Perspective with Heather du Plessis-Allan: Consider the LNG terminal idea killed

Author
Heather du Plessis-Allan,
Publish Date
Mon, 30 Mar 2026, 7:10pm

Geez, that old LNG terminal idea didn’t last long, did it? Seven weeks - that’s it. From the moment it was announced on February 9 to the first knife stuck in it today, seven weeks to the day.

Now, before you come at me arguing that the LNG terminal hasn’t been killed - yes, it has. It is dead. The Herald report this morning that multiple ministers are privately admitting they may have to kill the project did not happen by accident.

This is Politics 101 when you’re winding something down. You start slowly and by the time you actually kill it - say in two or three months - people have already got used to the idea.

Then factor in that the Prime Minister was on Mike Hosking Breakfast this morning and didn’t sound super enthusiastic. That, I think, backs up the suspicion.

Now, if you wanted to pull me up on anything, it’s that it’s not 100 percent dead. There’s always a chance something changes and it slips through. But today, I’d put the chances of death at 80 to 90 percent.

And it’s not for the reasons we’re being told - namely that gas prices are now too high because of Operation Epic Fury. We already knew seven weeks ago that an LNG terminal would be at the mercy of international gas prices.
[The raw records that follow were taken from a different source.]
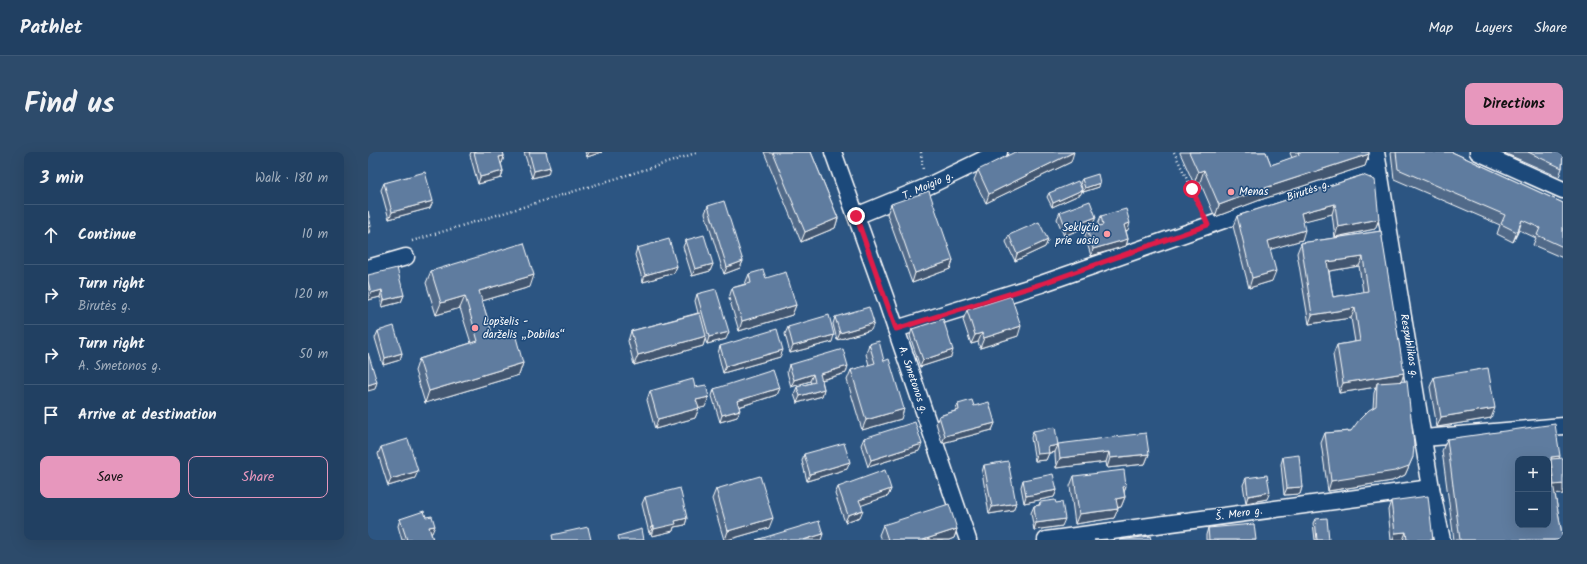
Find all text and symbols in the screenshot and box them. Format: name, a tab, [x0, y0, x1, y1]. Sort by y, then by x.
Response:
text: Pathlet	[20, 13, 82, 43]
text: Map	[1429, 17, 1453, 39]
text: Layers	[1475, 17, 1513, 39]
text: Share	[1535, 17, 1567, 39]
text: Find us	[24, 82, 115, 127]
button: Directions	[1465, 83, 1563, 125]
text: 3 min	[40, 165, 84, 192]
street label: T. Moigio g.	[900, 167, 956, 205]
text: Walk · 180 m	[255, 168, 328, 189]
street label: Birutės g.	[1284, 175, 1332, 207]
route start	[1183, 180, 1201, 198]
place label: Menas	[1239, 183, 1269, 201]
marker: Menas	[1226, 187, 1236, 197]
route end	[847, 207, 865, 225]
place label: Seklyčia prie uosio	[1055, 219, 1099, 250]
text: Continue	[78, 223, 136, 247]
icon: ahead	[40, 224, 62, 246]
text: 10 m	[302, 224, 328, 245]
marker: Seklyčia prie uosio	[1102, 229, 1112, 239]
text: Turn right	[78, 272, 145, 296]
icon: right	[40, 284, 62, 306]
text: 120 m	[294, 284, 328, 305]
text: Birutės g.	[78, 296, 131, 317]
place label: Lopšelis - darželis „Dobilas“	[483, 313, 565, 344]
street label: Respublikos g.	[1395, 313, 1423, 379]
marker: Lopšelis - darželis „Dobilas“	[470, 323, 480, 333]
text: Turn right	[78, 332, 145, 356]
icon: right	[40, 344, 62, 366]
text: 50 m	[299, 344, 328, 365]
street label: A. Smetonos g.	[893, 344, 933, 416]
text: A. Smetonos g.	[78, 356, 161, 377]
text: Arrive at destination	[78, 403, 217, 427]
icon: arrive	[40, 404, 62, 426]
button: Save	[40, 456, 180, 498]
button: Share	[188, 456, 328, 498]
map controls	[1515, 456, 1551, 528]
button: +	[1515, 456, 1551, 492]
button: −	[1515, 492, 1551, 528]
street label: Š. Mero g.	[1214, 502, 1264, 526]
That was one of the main warnings about the idea. At the moment, we pay domestic gas prices. The minute you start importing LNG, you’re paying international prices.

The real reason this is being cut is because it was never a good idea. And I think they had to run it out long enough to truly realise how many people thought it was a bad idea. Spending $1 billion on what is essentially a short-term fix is a hell of a lot of money - and that’s assuming it comes in on budget. Given what we know about infrastructure projects in this country, it could easily cost a lot more than $1 billion.
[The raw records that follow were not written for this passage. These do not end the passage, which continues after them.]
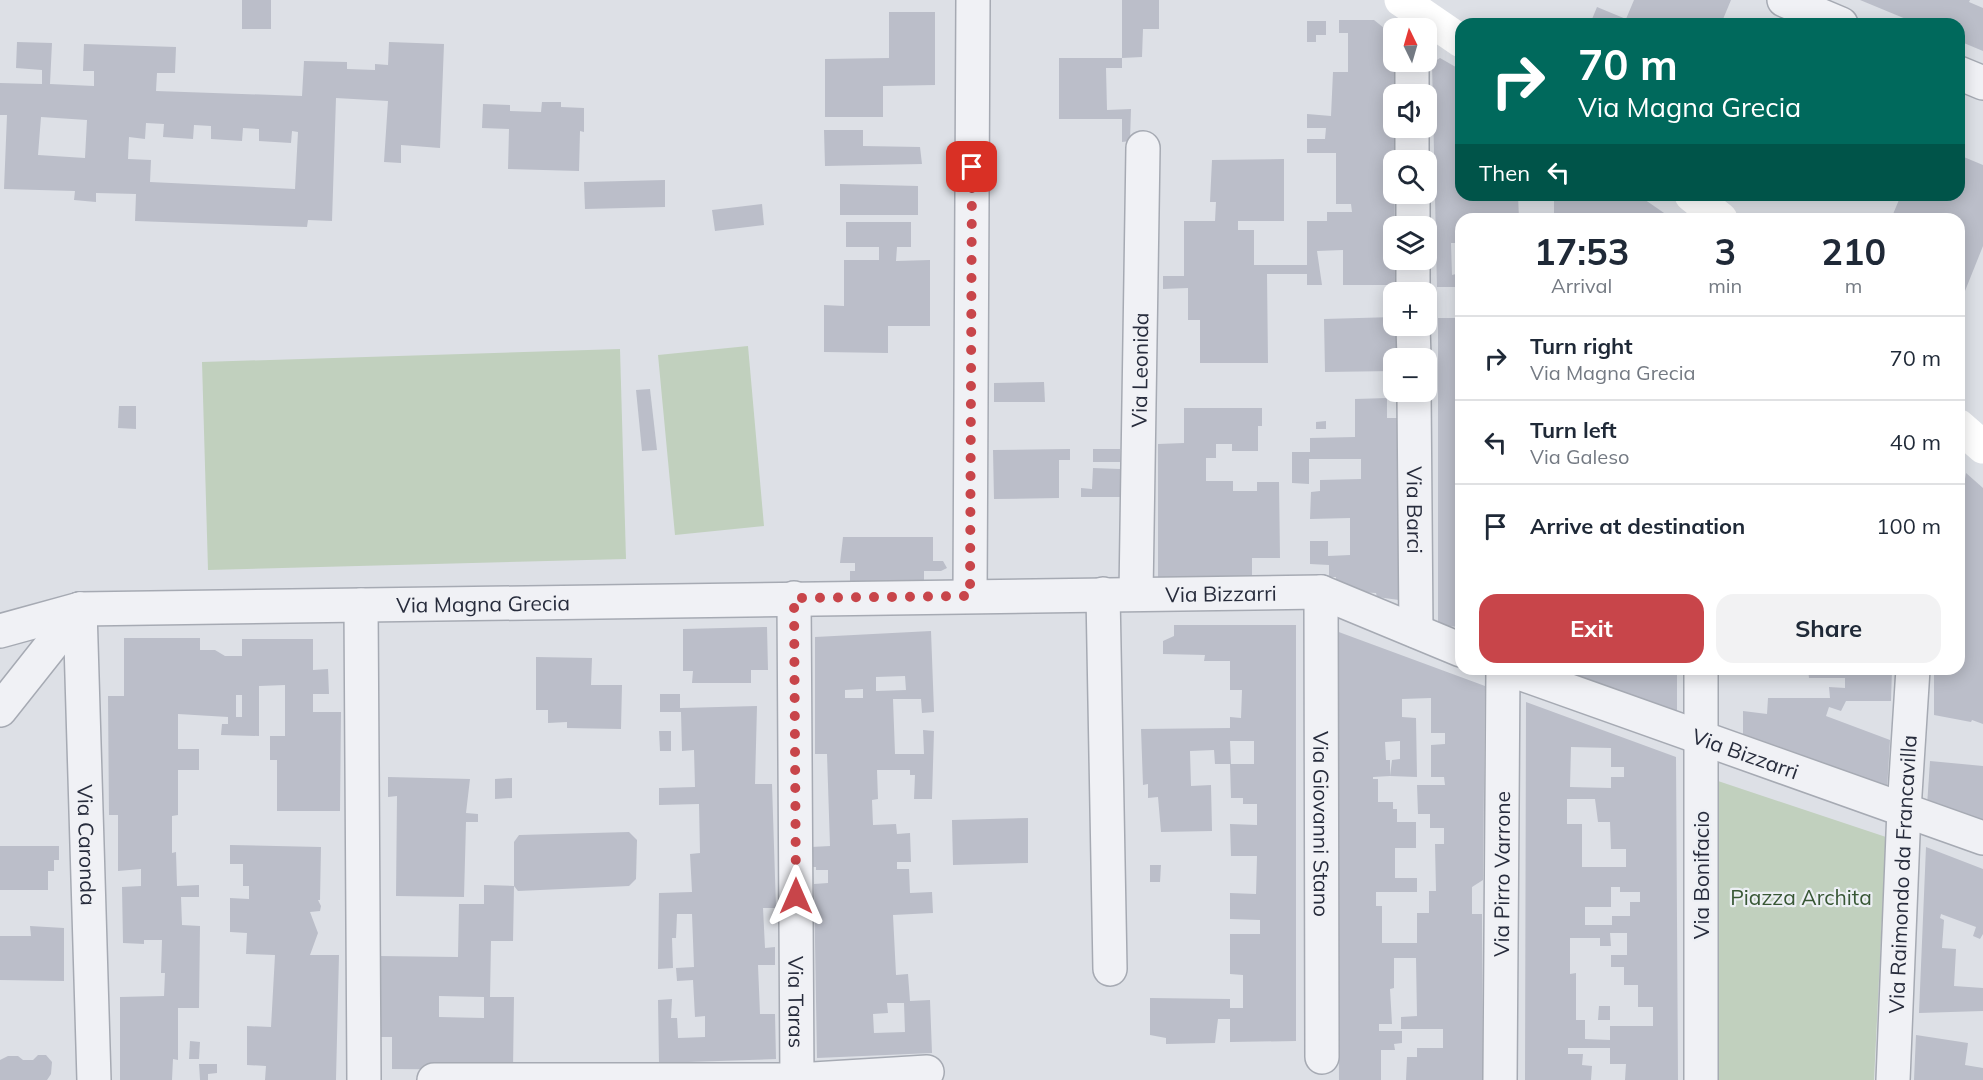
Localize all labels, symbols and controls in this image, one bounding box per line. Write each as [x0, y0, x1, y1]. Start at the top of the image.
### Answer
north arrow [1383, 18, 1437, 72]
map controls [1383, 18, 1437, 402]
text: 70 m [1578, 38, 1678, 91]
icon: right [1479, 42, 1557, 120]
button: sound [1383, 84, 1437, 138]
text: Via Magna Grecia [1578, 90, 1801, 124]
pin [946, 141, 997, 192]
icon: arrive [955, 150, 988, 183]
button: search [1383, 150, 1437, 204]
icon: left [1542, 156, 1575, 189]
text: Then [1479, 159, 1530, 187]
button: layers [1383, 216, 1437, 270]
text: 17:53 [1534, 229, 1629, 274]
text: 3 [1714, 229, 1736, 274]
text: 210 [1821, 229, 1886, 274]
text: Arrival [1551, 273, 1612, 298]
text: min [1708, 273, 1742, 298]
text: m [1845, 273, 1862, 298]
button: + [1383, 282, 1437, 336]
street label: Via Leonida [1126, 312, 1153, 428]
text: Turn right [1530, 332, 1633, 360]
icon: right [1479, 342, 1512, 375]
text: 70 m [1890, 344, 1941, 372]
button: − [1383, 348, 1437, 402]
text: Via Magna Grecia [1530, 360, 1695, 385]
text: Turn left [1530, 416, 1617, 444]
icon: left [1479, 426, 1512, 459]
text: 40 m [1890, 428, 1941, 456]
text: Via Galeso [1530, 444, 1630, 469]
street label: Via Barci [1402, 466, 1428, 554]
icon: arrive [1479, 510, 1512, 543]
text: Arrive at destination [1530, 512, 1745, 540]
text: 100 m [1876, 512, 1941, 540]
street label: Via Bizzarri [1165, 580, 1277, 607]
street label: Via Magna Grecia [396, 589, 570, 618]
button: Exit [1479, 594, 1704, 663]
button: Share [1716, 594, 1941, 663]
street label: Via Bizzarri [1688, 723, 1802, 784]
street label: Via Giovanni Stano [1308, 731, 1335, 917]
street label: Via Raimondo da Francavilla [1883, 734, 1922, 1014]
street label: Via Caronda [72, 784, 102, 906]
street label: Via Pirro Varrone [1488, 791, 1515, 957]
street label: Via Bonifacio [1688, 811, 1714, 939]
position arrow [764, 864, 828, 928]
park label: Piazza Archita [1730, 884, 1872, 910]
street label: Via Taras [783, 956, 810, 1048]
And it is a short-term fix. Unless we suddenly strike a big gas discovery in the next few months, this country is going to have to wean itself off gas. You’re going to have to stop using gas and start using something else - probably electricity in homes and something different again for industrial and commercial users.

Storing gas in a terminal was only ever about managing the transition while we moved away from gas. That’s an enormous amount of money to spend on a transitional solution.

On top of that, forcing people to pay for it through an LNG levy was political toxin - especially during a cost-of-living crisis. So now you’ve got double political toxin, in a cost-of-living crisis that’s just been supercharged by a war in Iran.

So consider this one already dead - because it was never a good idea in the first place.